|Date(s):||February 23, 1842|
|Tag(s):||Agriculture, Detroit, Immigration|
|Course:||“Environmental History in Detroit,” University of Michigan|
|Rating:||4.5 (2 votes)|
In 1842, The Signal of Liberty, a small newspaper associated with the Liberty Party of Michigan, published an article detailing the current state of agriculture in Michigan and the uncertainty surrounding its future. Tariffs and duties threatened the economic security of the wheat-producing states, and many feared that unless the farmers organized and acted their interests would be neglected before Congress. Josiah Snow, a prominent Detroit resident, urged every town in Michigan to send petitions to Congress to demonstrate the state's unity on the issues facing what he described as their most important industry. Michigan's grain production exceeded New England's, New York's, and Ohio's making its economy especially vulnerable to restrictive policies. As The Signal of Liberty put it, "the wealth of (the) state is derived chiefly from the soil, and the industry bestowed on it."
Unlike the Michigan and Detroit of the 20th century, the Michigan of the 19th century relied heavily on agriculture for its economic success.

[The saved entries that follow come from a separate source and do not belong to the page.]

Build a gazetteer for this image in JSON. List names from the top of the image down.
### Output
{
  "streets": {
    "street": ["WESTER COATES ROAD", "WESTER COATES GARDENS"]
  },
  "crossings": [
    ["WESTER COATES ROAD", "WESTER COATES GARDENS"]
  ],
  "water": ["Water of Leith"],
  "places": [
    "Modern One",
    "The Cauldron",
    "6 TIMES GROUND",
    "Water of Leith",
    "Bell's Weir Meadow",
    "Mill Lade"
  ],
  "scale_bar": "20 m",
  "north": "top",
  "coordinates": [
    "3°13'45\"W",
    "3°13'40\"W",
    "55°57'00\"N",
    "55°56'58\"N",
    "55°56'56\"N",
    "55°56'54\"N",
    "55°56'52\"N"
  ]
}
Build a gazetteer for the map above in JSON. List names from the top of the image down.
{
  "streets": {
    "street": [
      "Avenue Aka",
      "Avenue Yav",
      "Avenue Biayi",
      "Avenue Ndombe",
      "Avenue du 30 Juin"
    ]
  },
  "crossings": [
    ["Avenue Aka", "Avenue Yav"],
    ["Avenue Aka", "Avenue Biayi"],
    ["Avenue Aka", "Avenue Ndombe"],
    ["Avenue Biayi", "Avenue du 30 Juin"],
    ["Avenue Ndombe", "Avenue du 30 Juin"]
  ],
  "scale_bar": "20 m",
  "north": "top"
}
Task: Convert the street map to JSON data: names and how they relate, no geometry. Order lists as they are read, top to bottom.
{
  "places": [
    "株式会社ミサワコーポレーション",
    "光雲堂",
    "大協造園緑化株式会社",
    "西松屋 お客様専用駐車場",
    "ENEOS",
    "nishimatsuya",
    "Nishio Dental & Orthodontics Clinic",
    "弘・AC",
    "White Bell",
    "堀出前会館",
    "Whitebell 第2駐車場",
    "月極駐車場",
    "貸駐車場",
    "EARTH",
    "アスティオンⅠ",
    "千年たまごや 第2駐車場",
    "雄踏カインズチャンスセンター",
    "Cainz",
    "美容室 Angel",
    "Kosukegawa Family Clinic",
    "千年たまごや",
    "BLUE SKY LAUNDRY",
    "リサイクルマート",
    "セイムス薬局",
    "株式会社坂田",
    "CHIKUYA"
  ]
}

With the construction of the Erie Canal, Detroit's strategic location along the Detroit River and proximity to the Great Lakes made it an ideal port for transporting goods and people to and from the east. Competition and high tariffs in eastern states, as well as Michigan's relatively cheap land, drove many small farmers from the east coast to migrate to Detroit and the surrounding areas. Between 1830 and 1840, the population of Detroit increased 309 percent due largely to the agricultural draw. The population of Southern Michigan would only continue to increase in the twentieth century, as its focus shifted to manufacturing, but the agricultural focus of the mid 1800's made it an immigration hub for people from all over the country and contributed greatly to Detroit's development as an influential metropolitan center.